(Dataset entries)
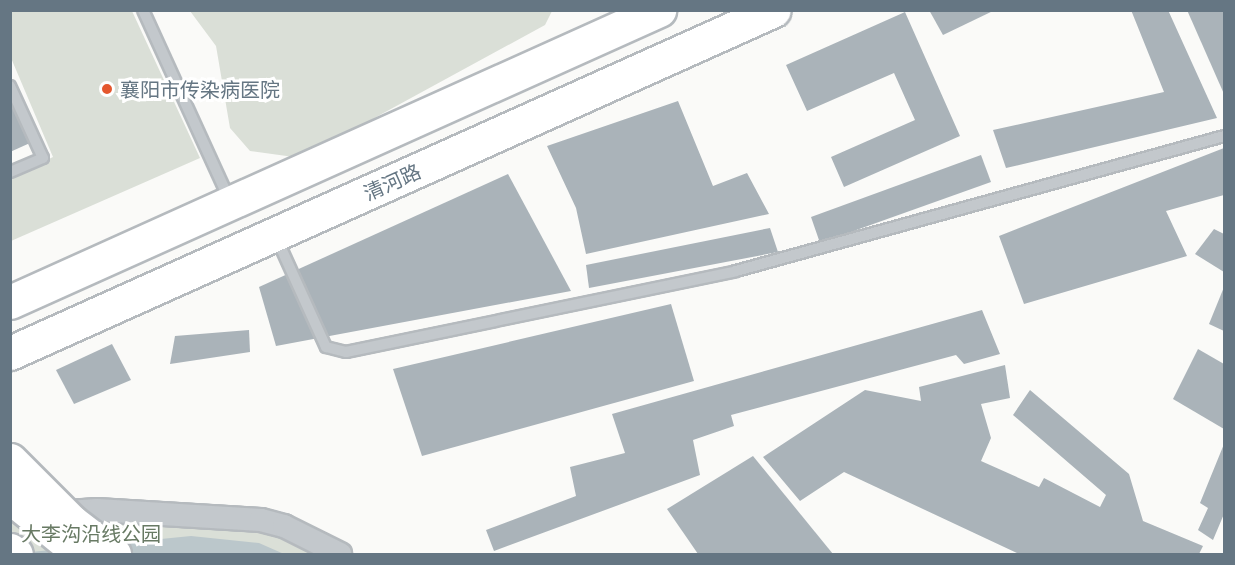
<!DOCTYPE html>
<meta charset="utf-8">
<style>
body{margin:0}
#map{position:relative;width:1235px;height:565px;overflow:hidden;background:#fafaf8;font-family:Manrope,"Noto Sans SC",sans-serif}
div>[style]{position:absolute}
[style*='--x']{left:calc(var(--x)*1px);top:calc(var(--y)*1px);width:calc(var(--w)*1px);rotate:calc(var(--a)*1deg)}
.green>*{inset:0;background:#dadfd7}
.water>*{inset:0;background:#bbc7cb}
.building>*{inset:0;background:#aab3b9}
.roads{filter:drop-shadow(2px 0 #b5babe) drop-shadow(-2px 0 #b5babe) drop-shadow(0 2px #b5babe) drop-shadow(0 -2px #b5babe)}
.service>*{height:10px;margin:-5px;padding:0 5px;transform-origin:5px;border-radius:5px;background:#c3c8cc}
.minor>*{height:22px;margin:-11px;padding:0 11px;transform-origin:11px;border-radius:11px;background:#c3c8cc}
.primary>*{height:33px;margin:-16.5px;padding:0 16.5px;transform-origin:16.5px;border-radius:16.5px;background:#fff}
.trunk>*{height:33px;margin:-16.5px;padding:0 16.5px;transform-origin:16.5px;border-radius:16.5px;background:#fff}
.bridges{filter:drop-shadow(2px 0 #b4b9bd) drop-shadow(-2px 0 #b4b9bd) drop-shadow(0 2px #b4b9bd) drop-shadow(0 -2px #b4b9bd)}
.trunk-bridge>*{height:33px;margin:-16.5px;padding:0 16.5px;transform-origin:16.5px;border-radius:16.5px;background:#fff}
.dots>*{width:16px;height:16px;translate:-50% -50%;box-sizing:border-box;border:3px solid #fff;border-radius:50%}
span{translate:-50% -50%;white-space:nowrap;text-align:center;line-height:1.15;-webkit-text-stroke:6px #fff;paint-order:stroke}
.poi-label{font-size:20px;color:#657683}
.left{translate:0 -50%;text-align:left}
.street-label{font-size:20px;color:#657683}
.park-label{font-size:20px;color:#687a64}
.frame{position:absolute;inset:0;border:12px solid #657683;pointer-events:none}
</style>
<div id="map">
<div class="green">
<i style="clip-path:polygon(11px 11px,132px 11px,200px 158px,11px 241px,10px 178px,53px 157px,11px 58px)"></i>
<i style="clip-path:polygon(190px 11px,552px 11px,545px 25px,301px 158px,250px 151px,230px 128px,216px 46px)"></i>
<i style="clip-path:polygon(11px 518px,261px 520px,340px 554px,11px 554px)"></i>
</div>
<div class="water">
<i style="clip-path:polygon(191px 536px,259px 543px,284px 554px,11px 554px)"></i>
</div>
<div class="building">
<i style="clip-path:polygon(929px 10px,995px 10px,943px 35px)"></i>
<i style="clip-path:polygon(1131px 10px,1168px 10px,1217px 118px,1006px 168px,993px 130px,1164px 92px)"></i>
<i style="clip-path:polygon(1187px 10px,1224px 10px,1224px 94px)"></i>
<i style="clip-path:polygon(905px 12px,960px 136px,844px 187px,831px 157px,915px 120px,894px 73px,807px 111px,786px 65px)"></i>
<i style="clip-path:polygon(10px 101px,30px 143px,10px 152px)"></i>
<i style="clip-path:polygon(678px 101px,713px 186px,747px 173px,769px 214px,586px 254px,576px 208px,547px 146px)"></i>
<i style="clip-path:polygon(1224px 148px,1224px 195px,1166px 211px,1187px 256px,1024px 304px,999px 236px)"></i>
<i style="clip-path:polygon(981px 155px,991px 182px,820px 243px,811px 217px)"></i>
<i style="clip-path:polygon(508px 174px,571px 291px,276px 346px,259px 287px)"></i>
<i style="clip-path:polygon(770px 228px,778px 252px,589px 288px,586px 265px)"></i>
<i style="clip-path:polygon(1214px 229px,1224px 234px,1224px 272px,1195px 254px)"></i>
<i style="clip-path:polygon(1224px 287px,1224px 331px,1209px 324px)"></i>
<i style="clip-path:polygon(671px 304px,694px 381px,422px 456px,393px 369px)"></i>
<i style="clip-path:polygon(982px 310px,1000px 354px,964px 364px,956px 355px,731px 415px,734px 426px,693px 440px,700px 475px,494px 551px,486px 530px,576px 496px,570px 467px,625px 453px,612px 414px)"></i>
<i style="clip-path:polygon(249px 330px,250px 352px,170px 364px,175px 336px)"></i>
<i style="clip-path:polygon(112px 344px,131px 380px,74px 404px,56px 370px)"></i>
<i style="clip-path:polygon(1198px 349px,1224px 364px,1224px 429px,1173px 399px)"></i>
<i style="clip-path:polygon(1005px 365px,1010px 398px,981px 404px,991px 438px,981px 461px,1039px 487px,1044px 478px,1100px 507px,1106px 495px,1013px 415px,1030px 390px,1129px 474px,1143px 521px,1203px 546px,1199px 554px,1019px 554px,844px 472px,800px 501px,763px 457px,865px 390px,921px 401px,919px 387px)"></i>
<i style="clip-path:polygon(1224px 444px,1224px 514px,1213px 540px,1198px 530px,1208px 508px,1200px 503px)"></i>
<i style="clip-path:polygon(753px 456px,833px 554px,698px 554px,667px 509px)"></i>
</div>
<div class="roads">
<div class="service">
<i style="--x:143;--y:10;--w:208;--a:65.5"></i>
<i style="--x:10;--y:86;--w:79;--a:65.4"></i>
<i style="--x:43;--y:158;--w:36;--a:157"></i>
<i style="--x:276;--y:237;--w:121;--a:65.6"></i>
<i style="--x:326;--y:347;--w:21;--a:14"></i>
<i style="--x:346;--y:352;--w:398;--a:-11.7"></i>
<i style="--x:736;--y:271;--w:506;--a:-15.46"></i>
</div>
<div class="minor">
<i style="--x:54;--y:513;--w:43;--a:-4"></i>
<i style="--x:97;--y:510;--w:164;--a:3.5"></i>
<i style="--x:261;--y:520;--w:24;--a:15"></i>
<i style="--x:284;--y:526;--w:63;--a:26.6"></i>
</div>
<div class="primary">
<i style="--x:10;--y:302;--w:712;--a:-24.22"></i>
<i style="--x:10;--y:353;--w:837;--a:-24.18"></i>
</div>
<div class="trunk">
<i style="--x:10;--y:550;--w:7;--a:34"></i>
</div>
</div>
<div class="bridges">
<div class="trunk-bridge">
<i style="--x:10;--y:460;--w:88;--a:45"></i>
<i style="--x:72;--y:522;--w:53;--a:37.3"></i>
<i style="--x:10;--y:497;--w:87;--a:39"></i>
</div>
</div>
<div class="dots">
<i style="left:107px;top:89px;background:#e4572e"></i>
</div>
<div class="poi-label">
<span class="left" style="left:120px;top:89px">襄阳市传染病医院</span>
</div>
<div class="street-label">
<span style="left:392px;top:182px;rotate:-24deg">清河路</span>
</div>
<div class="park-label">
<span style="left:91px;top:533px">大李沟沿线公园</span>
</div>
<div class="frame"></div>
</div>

§ Exercise instructions
State only the number of lines in these entries that contain "service".

§ Task answer
2